Think how hostile an awful lot of companies are to organised religion; to any talk of ‘faith’. Now consider that in both America and the UK, it’s probably easier to count on your fingers the number of institutions that aren’t engaging in ‘mindfulness’ than those that are; giving ‘mindfulness’ teachers special spaces to have classes and encouraging staff to take part.
The mindful include Google, Kensington and Chelsea council, the European Central Bank and the US Marines. The NHS is funding mindfulness sessions for depression as an alternative to pharmaceutical interventions. There’s an all-party mindfulness group in parliament, which Ruby Wax helped launch. Richard Layard, Britain’s ‘happiness guru’, is all for it. Madeleine Bunting has suggested in the Guardian that it should be mandatory in schools.

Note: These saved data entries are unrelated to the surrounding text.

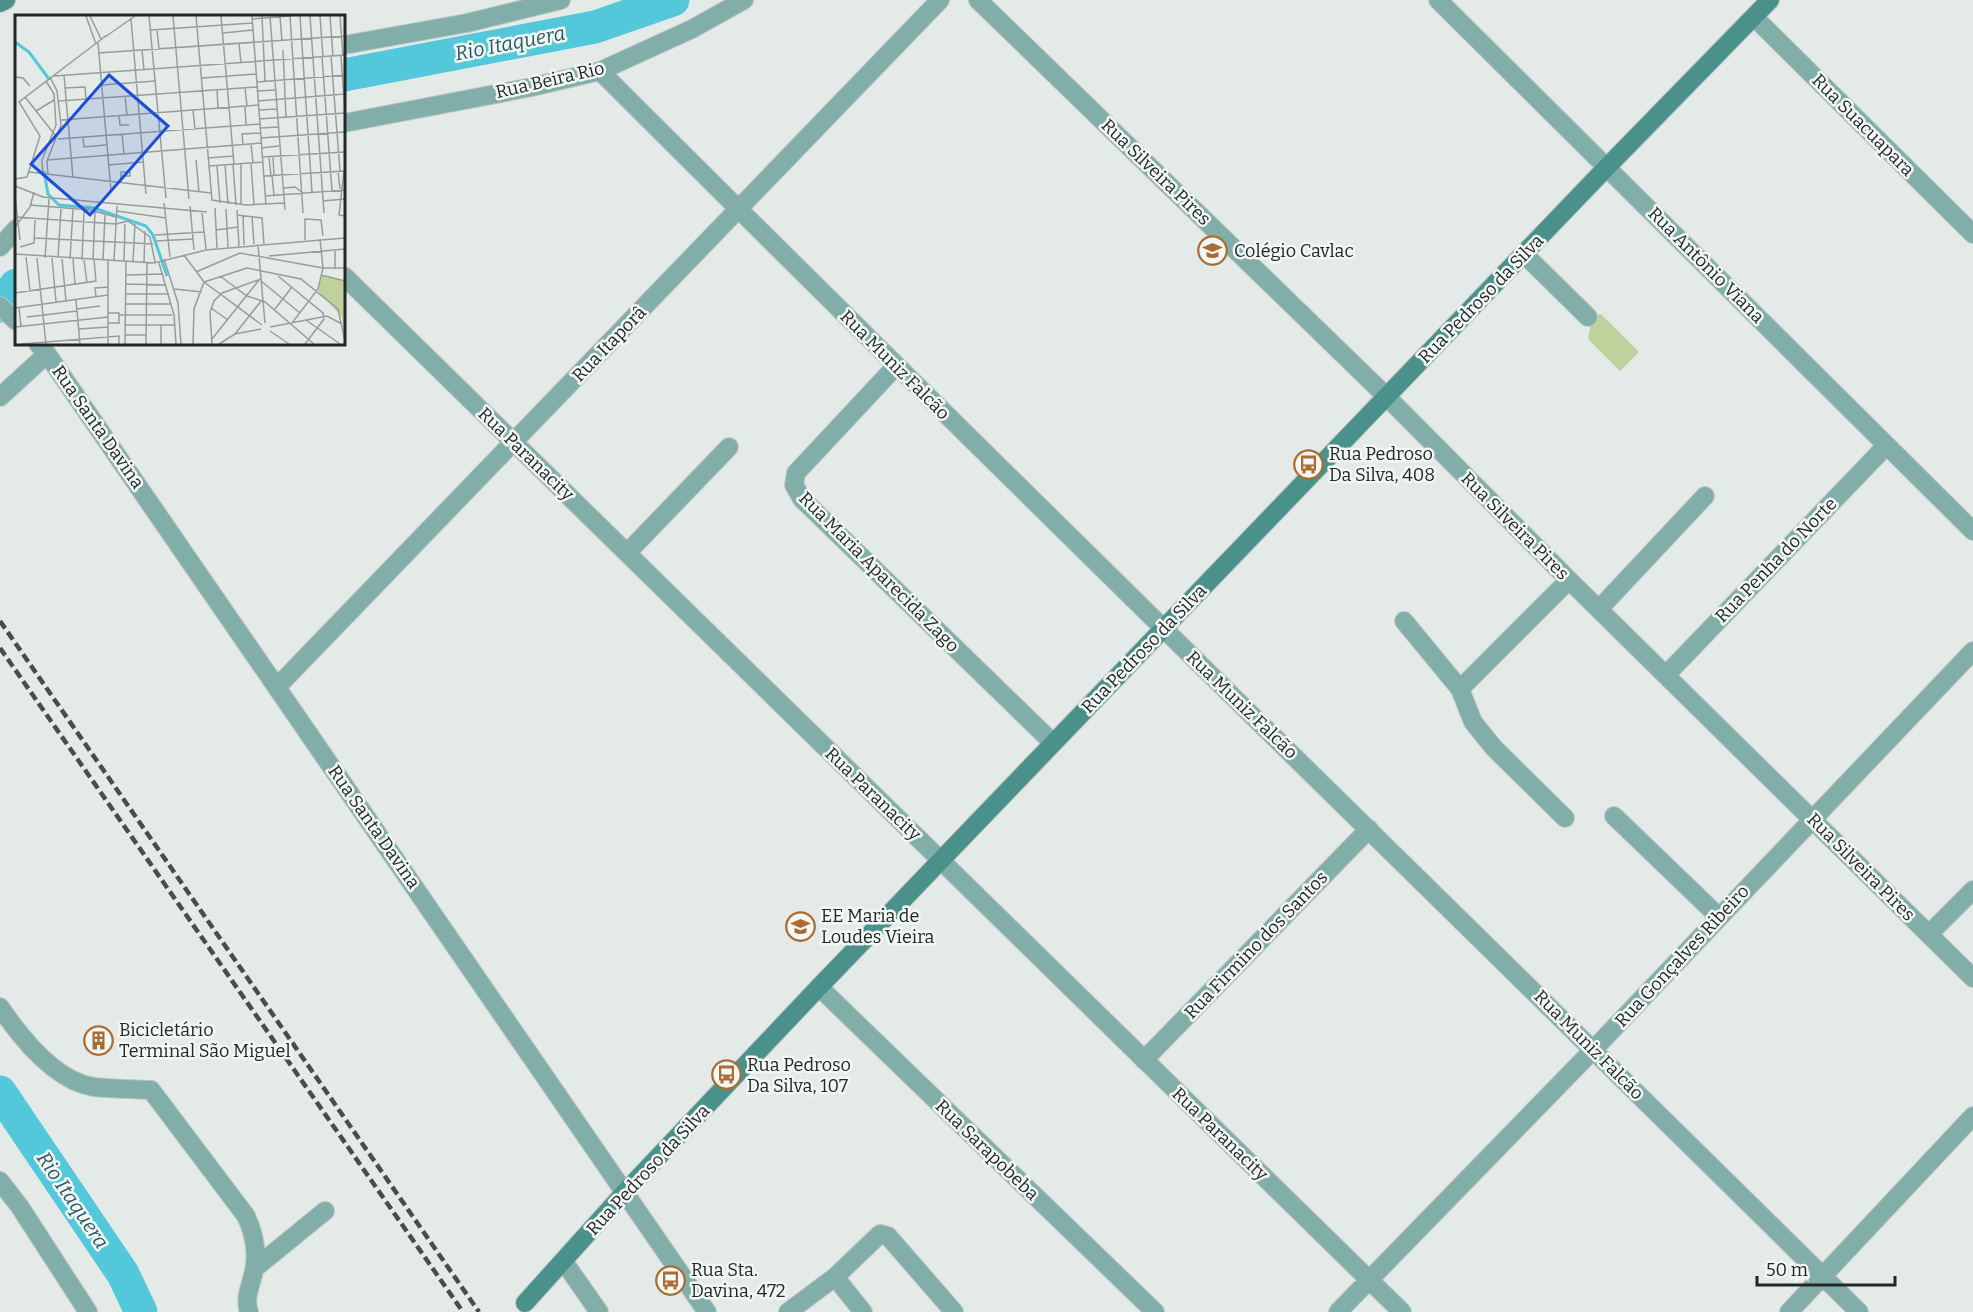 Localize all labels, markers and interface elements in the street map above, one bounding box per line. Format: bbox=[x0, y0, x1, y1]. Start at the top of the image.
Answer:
inset map bbox=[15, 15, 345, 345]
water label: Rio Itaquera bbox=[453, 21, 567, 65]
street label: Rua Beira Rio bbox=[493, 57, 607, 103]
street label: Rua Suacuapara bbox=[1807, 69, 1919, 181]
street label: Rua Silveira Pires bbox=[1097, 114, 1215, 230]
street label: Rua Antônio Viana bbox=[1643, 202, 1769, 328]
street label: Rua Pedroso da Silva bbox=[1414, 230, 1548, 368]
school or university icon: Colégio Cavlac bbox=[1197, 235, 1229, 267]
place label: Colégio Cavlac bbox=[1234, 240, 1354, 262]
street label: Rua Itaporâ bbox=[567, 301, 651, 387]
street label: Rua Muniz Falcão bbox=[836, 306, 954, 424]
street label: Rua Santa Davina bbox=[47, 361, 149, 493]
street label: Rua Paranacity bbox=[473, 403, 579, 506]
place label: Rua Pedroso Da Silva, 408 bbox=[1329, 443, 1435, 486]
bus stop icon: Rua Pedroso Da Silva, 408 bbox=[1292, 448, 1324, 480]
street label: Rua Silveira Pires bbox=[1456, 467, 1574, 585]
street label: Rua Maria Aparecida Zago bbox=[794, 487, 964, 657]
street label: Rua Penha do Norte bbox=[1711, 493, 1841, 627]
street label: Rua Pedroso da Silva bbox=[1077, 580, 1211, 718]
street label: Rua Muniz Falcão bbox=[1182, 646, 1302, 764]
street label: Rua Paranacity bbox=[820, 743, 926, 846]
street label: Rua Santa Davina bbox=[323, 761, 425, 893]
street label: Rua Silveira Pires bbox=[1802, 808, 1920, 926]
street label: Rua Firmino dos Santos bbox=[1180, 866, 1332, 1024]
street label: Rua Gonçalves Ribeiro bbox=[1610, 880, 1754, 1032]
place label: EE Maria de Loudes Vieira bbox=[821, 905, 935, 948]
school or university icon: EE Maria de Loudes Vieira bbox=[784, 910, 816, 942]
street label: Rua Muniz Falcão bbox=[1530, 986, 1648, 1104]
place label: Bicicletário Terminal São Miguel bbox=[119, 1019, 291, 1062]
building icon: Bicicletário Terminal São Miguel bbox=[82, 1024, 114, 1056]
place label: Rua Pedroso Da Silva, 107 bbox=[747, 1054, 851, 1097]
bus stop icon: Rua Pedroso Da Silva, 107 bbox=[710, 1059, 742, 1091]
street label: Rua Paranacity bbox=[1167, 1083, 1273, 1186]
street label: Rua Sarapobeba bbox=[931, 1095, 1043, 1205]
street label: Rua Pedroso da Silva bbox=[582, 1100, 714, 1240]
water label: Rio Itaquera bbox=[32, 1147, 114, 1253]
scale bar bbox=[1757, 1249, 1895, 1287]
place label: Rua Sta. Davina, 472 bbox=[691, 1259, 786, 1302]
text: 50 m bbox=[1766, 1259, 1808, 1281]
bus stop icon: Rua Sta. Davina, 472 bbox=[654, 1264, 686, 1296]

Indeed, if you find yourself on a train with a fellow traveller gazing at you benevolently, it’s possible that they’re not insane but just radiating mindful compassion.
It’s been touted as a cure for pretty well everything, from depression, stress, anxiety and chronic pain to eczema. And for those who can’t manage the group sessions, there’s a handy app called HeadSpace which enables you to do mindfulness on the go from your smartphone and now offers a bespoke service. The app was invented by Andy Puddicombe, a fortysomething former Buddhist monk with a degree in circus arts. According to the New York Times,‘Puddicombe is doing for meditation what Jamie Oliver has done for food.’ Certainly mindfulness is doing for Puddicombe what food has done for Jamie Oliver, because he’s now worth about £25 million.

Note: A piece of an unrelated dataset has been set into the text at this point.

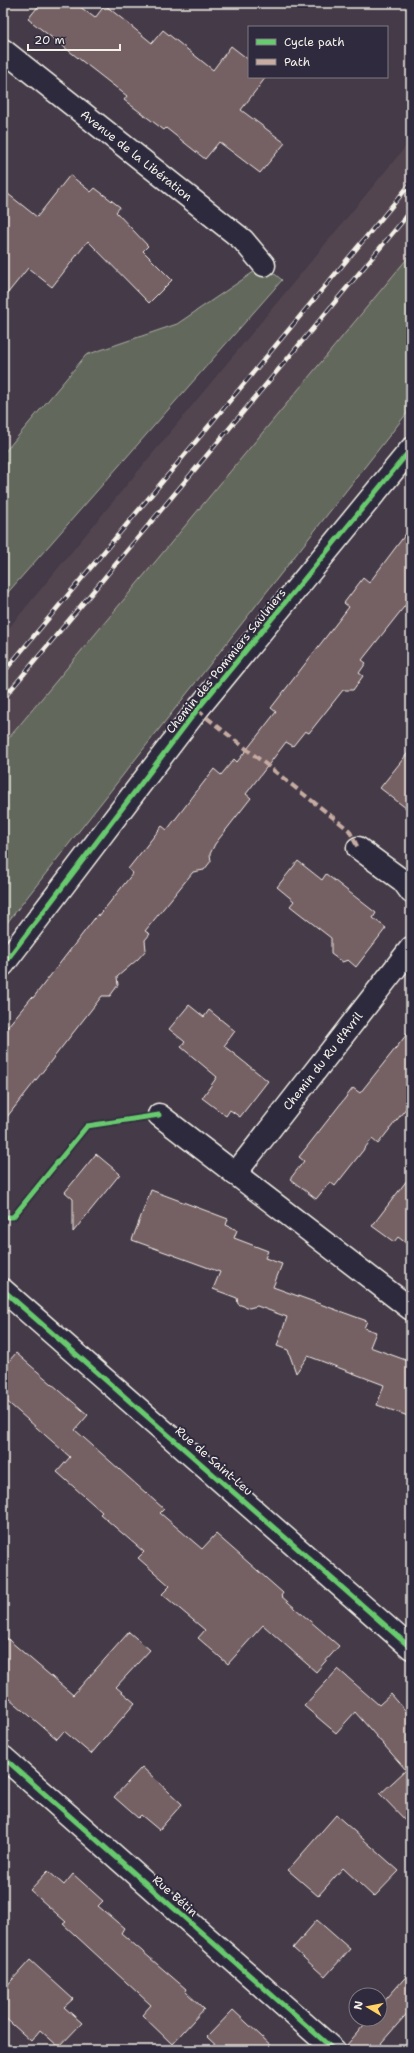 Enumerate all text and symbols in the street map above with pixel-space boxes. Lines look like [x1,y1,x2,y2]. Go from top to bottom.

So what exactly is mindfulness? On the back of a week of sessions, I can assert with some confidence that it’s about being very much in the present moment. You’re encouraged to become aware of your breathing, your body and your surroundings. Plus you’re meant to view people and things in a compassionate, non-judgmental spirit. Think meditation, think Buddhism, and you’re there, so long as you don’t forget the breathing.

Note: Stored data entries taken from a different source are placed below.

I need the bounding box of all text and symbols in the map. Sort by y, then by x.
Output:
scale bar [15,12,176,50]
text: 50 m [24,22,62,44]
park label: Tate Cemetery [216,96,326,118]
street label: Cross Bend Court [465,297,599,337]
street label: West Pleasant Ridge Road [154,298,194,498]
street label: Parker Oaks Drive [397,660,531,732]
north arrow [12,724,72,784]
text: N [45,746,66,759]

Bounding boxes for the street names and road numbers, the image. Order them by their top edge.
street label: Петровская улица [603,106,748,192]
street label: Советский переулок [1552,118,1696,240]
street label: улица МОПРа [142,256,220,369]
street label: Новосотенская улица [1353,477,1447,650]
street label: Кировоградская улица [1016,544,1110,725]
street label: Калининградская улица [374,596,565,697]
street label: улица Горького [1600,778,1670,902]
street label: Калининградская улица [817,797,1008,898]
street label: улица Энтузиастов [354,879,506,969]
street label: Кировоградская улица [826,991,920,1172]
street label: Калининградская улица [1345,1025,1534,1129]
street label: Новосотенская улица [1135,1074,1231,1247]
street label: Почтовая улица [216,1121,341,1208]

It’s ubiquitous, non-invasive and involves sitting quietly and not judging anyone. Guided, communal meditation, let’s say. Anyway, you may be thinking, what do you actually do when you’re being mindful? What actually happens? Well, normally you sit in a semi-circle in a group — anything from five or so to a couple of dozen of you, though some sessions led by the gurus of the movement can muster hundreds. It’ll be a nice quiet place, possibly with candles. Most sessions start off with an exploration of how stressed we all are. The teacher fills a chart with examples — your Tube journey? Your week at work? — and invites participants to stick up their hands if they’re stressed. Everyone does. Then there may be a bit of neurology with diagrams on the chart, showing how we’re all using the fight-or-flight bit of our brain inappropriately, as opposed to the new neurological pathways we can make by reprogramming our brains to chill out through meditation. Then there’s the conscious breathing. It may be preceded by contemplating a leaf or a glass of water before you start focusing on your breath coming in and going out. At which point, as Dorothy Parker would say, you find me and Morpheus in the corner, necking. But the routine varies. At one session, one girl, invited to imagine herself as a tree, plaintively cried: ‘Please can I not be a tree? I was dreading on the way here that I’d have to be a tree.’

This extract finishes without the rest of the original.